= The task =
Please reproduce every record exactly as written, leaving out the pictures.

Extracted information Block Start

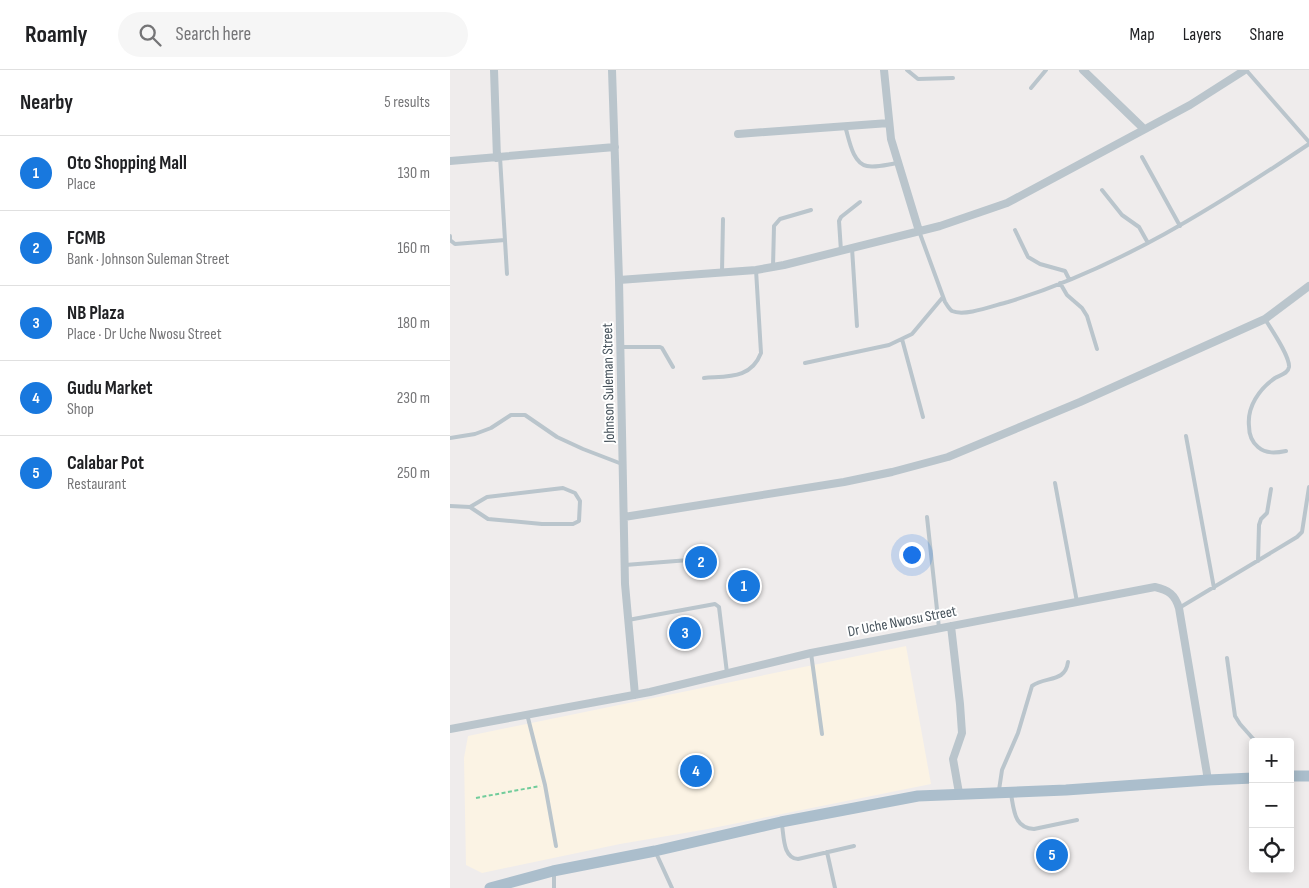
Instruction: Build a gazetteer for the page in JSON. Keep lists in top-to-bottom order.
{
  "streets": {
    "street": ["Johnson Suleman Street", "Dr Uche Nwosu Street"]
  },
  "crossings": [
    ["Johnson Suleman Street", "Dr Uche Nwosu Street"]
  ],
  "page": {
    "header": "Roamly",
    "search": "Search here",
    "nav": ["Map", "Layers", "Share"],
    "heading": ["Nearby", "5 results"],
    "list": [
      {
        "mark": "1",
        "name": "Oto Shopping Mall",
        "note": "Place",
        "value": "130 m"
      },
      {
        "mark": "2",
        "name": "FCMB",
        "note": "Bank · Johnson Suleman Street",
        "value": "160 m"
      },
      {
        "mark": "3",
        "name": "NB Plaza",
        "note": "Place · Dr Uche Nwosu Street",
        "value": "180 m"
      },
      {
        "mark": "4",
        "name": "Gudu Market",
        "note": "Shop",
        "value": "230 m"
      },
      {
        "mark": "5",
        "name": "Calabar Pot",
        "note": "Restaurant",
        "value": "250 m"
      }
    ],
    "pins": [
      "2",
      "1",
      "3",
      "4",
      "5"
    ],
    "map_buttons": ["+", "−"]
  }
}
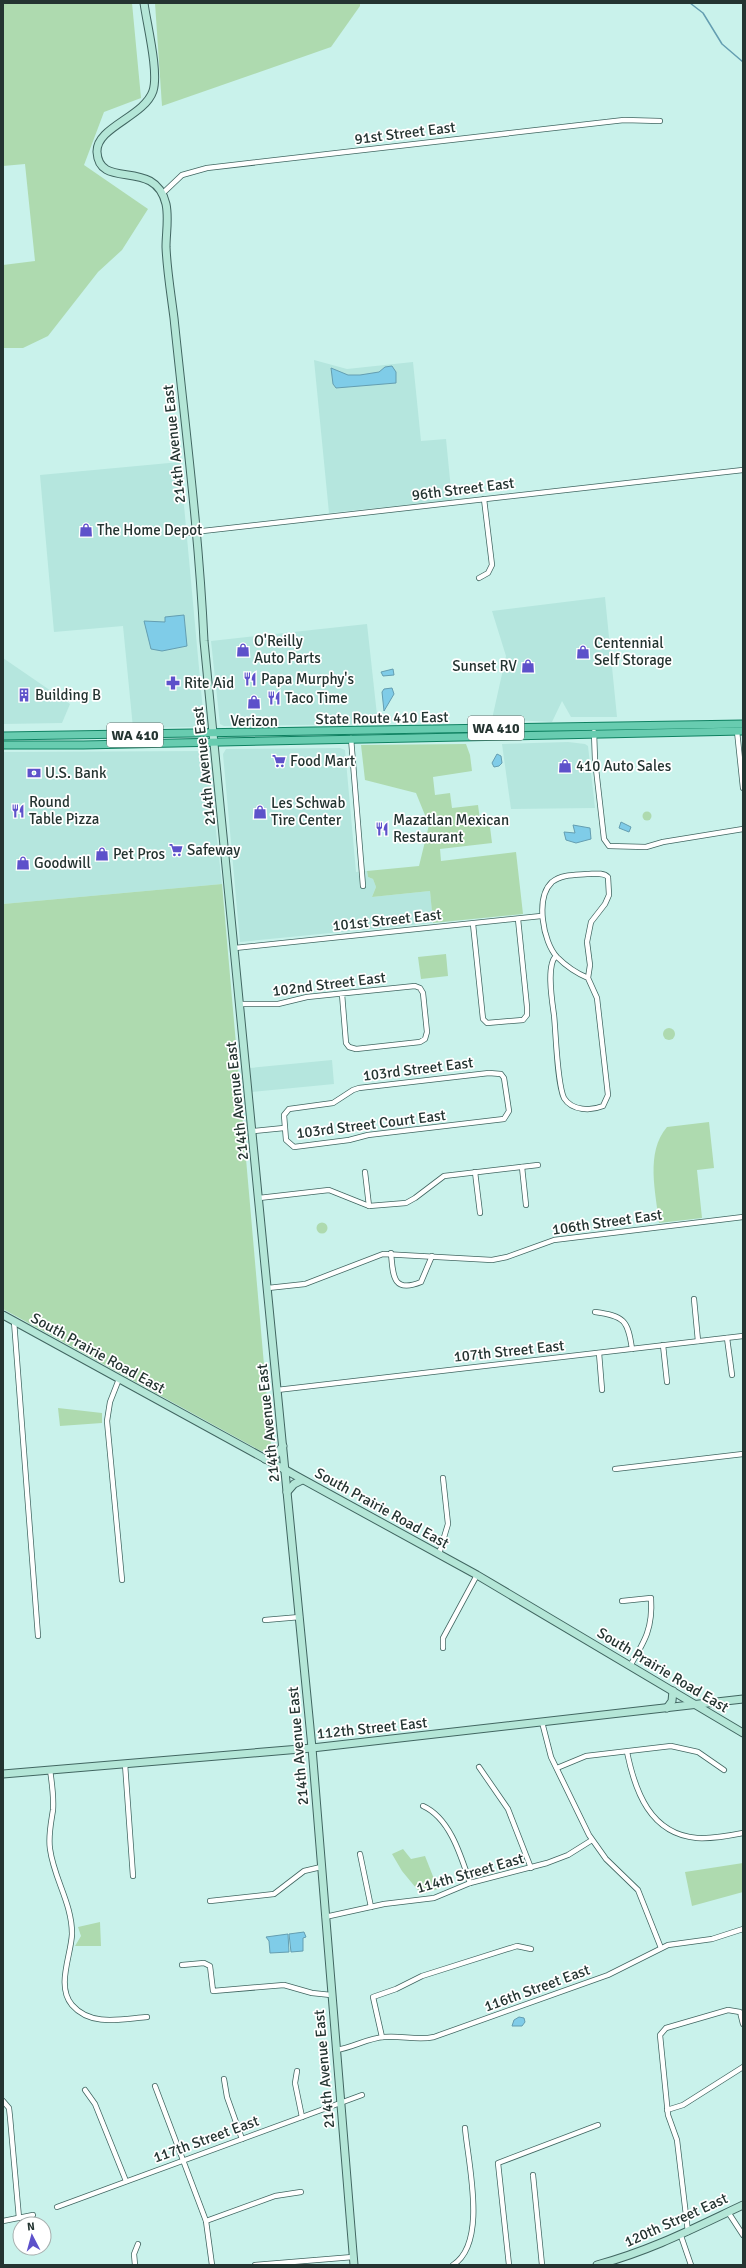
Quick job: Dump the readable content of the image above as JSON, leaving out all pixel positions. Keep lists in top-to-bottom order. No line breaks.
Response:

Extracted information Block End

= Your response =
Instruction: Build a gazetteer for the page in JSON. Keep lists in top-to-bottom order.
{
  "streets": {
    "street": ["Johnson Suleman Street", "Dr Uche Nwosu Street"]
  },
  "crossings": [
    ["Johnson Suleman Street", "Dr Uche Nwosu Street"]
  ],
  "page": {
    "header": "Roamly",
    "search": "Search here",
    "nav": ["Map", "Layers", "Share"],
    "heading": ["Nearby", "5 results"],
    "list": [
      {
        "mark": "1",
        "name": "Oto Shopping Mall",
        "note": "Place",
        "value": "130 m"
      },
      {
        "mark": "2",
        "name": "FCMB",
        "note": "Bank · Johnson Suleman Street",
        "value": "160 m"
      },
      {
        "mark": "3",
        "name": "NB Plaza",
        "note": "Place · Dr Uche Nwosu Street",
        "value": "180 m"
      },
      {
        "mark": "4",
        "name": "Gudu Market",
        "note": "Shop",
        "value": "230 m"
      },
      {
        "mark": "5",
        "name": "Calabar Pot",
        "note": "Restaurant",
        "value": "250 m"
      }
    ],
    "pins": [
      "2",
      "1",
      "3",
      "4",
      "5"
    ],
    "map_buttons": ["+", "−"]
  }
}
Quick job: Dump the readable content of the image above as JSON, leaving out all pixel positions. Keep lists in top-to-bottom order. No line breaks.
Response:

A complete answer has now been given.